How many lines in the data below contain the string "align"? Answer with the number only.

= INFORMATION SHOWN =
----

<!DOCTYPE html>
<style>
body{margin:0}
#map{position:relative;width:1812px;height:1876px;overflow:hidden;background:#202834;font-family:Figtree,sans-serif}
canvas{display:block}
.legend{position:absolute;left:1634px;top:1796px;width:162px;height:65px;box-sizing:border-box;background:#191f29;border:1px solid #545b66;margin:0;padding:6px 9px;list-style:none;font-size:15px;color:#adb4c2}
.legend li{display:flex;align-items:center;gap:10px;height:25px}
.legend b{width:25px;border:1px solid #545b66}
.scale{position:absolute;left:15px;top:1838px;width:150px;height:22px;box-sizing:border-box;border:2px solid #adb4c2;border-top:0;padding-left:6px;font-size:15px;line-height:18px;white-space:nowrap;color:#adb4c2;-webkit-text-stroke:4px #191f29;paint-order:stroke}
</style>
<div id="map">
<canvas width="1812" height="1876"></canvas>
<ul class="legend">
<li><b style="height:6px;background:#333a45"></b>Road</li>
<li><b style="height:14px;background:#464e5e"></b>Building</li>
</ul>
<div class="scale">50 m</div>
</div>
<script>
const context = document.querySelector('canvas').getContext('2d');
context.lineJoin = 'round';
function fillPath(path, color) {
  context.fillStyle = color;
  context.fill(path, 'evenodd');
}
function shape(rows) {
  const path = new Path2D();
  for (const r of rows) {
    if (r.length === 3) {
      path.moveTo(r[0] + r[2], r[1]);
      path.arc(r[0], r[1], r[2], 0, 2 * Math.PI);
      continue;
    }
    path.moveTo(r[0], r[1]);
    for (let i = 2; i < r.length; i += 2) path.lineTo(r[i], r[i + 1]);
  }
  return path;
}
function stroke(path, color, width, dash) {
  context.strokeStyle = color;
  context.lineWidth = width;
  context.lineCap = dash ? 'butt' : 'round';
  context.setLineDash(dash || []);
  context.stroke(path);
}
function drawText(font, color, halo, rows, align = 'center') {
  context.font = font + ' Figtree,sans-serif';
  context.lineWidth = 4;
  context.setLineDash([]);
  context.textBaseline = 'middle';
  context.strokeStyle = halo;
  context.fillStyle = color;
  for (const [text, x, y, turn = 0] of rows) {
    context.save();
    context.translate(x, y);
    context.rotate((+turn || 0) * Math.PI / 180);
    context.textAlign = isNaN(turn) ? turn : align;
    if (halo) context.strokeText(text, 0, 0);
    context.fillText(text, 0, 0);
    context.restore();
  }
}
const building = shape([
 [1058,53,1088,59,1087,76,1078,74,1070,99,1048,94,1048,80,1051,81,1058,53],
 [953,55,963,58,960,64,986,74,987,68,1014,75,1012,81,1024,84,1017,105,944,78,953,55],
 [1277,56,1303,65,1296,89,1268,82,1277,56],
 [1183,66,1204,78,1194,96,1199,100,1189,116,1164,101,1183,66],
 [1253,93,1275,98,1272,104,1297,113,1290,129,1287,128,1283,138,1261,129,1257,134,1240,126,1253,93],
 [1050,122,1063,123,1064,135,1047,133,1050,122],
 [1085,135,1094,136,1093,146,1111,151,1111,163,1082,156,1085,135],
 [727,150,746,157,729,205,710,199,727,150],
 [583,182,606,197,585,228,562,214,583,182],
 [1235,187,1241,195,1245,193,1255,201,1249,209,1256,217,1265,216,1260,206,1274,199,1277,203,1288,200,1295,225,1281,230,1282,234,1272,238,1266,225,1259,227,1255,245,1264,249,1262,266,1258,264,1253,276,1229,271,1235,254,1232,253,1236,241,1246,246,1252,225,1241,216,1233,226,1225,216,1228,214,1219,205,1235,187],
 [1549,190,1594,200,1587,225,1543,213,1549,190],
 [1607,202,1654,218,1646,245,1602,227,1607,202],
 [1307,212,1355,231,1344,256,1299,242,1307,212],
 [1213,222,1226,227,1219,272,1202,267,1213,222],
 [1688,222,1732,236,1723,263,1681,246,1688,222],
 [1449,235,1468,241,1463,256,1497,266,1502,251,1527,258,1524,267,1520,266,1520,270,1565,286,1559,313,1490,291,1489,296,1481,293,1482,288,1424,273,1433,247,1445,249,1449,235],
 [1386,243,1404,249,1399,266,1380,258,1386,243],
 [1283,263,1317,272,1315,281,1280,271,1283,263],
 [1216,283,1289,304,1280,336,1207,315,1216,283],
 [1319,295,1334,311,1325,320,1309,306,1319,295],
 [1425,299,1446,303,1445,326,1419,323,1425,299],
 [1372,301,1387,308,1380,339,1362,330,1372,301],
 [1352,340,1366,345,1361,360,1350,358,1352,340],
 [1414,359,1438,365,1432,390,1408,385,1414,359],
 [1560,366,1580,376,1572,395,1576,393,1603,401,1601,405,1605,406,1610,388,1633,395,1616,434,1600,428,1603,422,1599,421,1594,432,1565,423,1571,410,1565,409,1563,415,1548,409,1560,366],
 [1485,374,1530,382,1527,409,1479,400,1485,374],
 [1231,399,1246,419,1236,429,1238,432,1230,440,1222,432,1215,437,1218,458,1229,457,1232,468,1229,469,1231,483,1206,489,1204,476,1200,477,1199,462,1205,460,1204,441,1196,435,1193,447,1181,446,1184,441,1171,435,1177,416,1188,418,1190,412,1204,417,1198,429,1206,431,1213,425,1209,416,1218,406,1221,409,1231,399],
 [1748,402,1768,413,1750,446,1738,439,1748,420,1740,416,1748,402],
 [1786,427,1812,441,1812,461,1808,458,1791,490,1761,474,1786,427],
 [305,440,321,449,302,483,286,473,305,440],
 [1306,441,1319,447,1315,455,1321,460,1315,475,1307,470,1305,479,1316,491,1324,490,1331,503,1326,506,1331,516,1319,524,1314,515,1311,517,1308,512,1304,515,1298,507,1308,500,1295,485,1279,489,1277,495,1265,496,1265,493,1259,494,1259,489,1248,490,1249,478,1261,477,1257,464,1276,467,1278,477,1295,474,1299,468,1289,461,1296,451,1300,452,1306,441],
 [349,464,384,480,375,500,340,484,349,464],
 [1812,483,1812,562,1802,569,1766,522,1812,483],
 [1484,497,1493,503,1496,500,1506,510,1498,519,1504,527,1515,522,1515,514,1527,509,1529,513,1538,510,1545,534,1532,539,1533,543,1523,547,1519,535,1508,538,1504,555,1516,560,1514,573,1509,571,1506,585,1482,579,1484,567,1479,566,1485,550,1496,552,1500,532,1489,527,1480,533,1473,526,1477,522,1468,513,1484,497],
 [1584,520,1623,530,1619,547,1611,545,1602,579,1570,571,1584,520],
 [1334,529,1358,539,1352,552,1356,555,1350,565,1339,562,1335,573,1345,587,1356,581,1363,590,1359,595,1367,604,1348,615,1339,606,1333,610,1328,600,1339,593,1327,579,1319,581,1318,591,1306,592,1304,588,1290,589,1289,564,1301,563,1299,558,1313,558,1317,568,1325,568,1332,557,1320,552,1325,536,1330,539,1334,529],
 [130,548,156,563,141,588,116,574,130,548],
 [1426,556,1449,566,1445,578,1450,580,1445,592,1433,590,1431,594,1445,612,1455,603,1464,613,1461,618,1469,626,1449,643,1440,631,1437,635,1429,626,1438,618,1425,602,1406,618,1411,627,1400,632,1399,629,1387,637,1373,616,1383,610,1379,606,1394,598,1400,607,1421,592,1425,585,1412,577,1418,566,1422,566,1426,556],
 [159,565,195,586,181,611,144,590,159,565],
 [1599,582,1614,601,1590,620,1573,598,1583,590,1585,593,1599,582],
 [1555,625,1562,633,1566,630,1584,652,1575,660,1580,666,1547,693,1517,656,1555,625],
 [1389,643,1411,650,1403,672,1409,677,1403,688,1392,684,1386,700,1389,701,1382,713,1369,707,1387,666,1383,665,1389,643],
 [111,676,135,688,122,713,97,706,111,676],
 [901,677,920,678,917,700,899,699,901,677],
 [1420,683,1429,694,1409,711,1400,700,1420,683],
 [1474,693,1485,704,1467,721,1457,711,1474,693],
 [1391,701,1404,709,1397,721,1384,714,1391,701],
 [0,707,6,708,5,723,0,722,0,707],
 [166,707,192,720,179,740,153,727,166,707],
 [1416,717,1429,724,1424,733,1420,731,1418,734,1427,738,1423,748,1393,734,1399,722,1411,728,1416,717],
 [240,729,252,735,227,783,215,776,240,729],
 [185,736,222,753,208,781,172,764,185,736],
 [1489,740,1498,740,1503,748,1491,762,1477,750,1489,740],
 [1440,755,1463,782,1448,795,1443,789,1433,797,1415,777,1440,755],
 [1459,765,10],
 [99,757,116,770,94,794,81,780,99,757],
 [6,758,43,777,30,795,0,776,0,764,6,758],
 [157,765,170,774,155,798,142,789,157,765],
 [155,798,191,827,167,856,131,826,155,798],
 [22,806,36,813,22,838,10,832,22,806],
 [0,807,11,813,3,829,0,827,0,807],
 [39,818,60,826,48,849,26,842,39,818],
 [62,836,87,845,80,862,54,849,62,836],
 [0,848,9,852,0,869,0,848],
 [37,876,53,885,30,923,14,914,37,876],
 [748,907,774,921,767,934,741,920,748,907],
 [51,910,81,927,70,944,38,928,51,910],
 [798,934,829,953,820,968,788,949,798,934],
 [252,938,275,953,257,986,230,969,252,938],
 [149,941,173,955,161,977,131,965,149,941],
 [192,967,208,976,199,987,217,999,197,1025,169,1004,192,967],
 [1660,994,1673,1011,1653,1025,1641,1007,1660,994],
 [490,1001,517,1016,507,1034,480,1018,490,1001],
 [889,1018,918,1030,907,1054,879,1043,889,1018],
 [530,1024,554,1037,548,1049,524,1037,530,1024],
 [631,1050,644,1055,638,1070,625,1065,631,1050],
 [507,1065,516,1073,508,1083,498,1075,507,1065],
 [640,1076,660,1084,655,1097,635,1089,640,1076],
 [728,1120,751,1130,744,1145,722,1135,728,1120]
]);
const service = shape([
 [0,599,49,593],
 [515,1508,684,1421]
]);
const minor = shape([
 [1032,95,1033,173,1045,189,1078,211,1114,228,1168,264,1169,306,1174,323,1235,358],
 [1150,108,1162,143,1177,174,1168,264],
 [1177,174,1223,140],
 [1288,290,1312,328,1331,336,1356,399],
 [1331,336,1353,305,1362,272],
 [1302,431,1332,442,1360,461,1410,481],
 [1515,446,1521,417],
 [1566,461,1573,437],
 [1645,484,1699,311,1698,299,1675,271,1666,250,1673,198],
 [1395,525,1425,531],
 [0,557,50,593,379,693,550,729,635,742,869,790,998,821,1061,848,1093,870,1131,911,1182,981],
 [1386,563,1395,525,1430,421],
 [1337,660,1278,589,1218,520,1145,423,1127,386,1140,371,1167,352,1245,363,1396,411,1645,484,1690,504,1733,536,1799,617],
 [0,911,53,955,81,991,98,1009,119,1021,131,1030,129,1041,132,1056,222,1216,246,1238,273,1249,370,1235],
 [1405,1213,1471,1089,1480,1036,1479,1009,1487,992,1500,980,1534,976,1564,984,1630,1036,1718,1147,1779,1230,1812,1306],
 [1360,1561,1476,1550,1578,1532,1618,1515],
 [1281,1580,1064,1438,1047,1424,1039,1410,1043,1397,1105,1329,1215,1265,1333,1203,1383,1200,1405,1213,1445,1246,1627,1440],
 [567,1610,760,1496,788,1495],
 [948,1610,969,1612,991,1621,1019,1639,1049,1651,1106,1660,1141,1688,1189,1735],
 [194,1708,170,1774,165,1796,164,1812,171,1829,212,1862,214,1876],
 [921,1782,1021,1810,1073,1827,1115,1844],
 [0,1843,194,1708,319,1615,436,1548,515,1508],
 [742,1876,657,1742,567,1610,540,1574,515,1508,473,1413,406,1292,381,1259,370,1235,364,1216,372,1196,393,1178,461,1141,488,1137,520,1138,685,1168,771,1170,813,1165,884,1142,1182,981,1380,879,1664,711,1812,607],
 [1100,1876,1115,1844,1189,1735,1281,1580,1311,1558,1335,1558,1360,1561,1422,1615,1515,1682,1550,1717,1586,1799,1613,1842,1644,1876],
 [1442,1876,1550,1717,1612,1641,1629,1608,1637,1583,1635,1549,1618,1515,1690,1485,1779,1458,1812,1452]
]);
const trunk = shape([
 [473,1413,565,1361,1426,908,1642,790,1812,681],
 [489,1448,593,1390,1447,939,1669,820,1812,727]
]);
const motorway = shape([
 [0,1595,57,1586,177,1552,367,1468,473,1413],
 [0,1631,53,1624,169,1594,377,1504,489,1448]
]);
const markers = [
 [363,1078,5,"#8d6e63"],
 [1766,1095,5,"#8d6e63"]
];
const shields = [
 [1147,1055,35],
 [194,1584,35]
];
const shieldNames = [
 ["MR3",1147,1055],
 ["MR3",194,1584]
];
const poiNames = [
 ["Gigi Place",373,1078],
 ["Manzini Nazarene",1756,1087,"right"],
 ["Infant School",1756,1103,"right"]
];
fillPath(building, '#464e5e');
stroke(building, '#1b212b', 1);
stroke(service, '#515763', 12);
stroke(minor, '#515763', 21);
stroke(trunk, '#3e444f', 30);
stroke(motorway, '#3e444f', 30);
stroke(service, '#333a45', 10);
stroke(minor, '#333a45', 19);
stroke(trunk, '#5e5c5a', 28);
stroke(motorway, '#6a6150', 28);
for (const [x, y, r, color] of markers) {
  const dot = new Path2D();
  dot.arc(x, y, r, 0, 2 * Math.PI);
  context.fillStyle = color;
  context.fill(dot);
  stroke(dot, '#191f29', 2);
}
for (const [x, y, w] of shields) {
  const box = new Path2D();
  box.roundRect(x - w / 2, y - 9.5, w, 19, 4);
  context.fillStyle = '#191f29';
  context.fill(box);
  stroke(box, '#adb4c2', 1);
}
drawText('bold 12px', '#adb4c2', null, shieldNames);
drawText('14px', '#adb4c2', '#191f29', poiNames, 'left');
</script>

----

= ANSWER SECTION =
3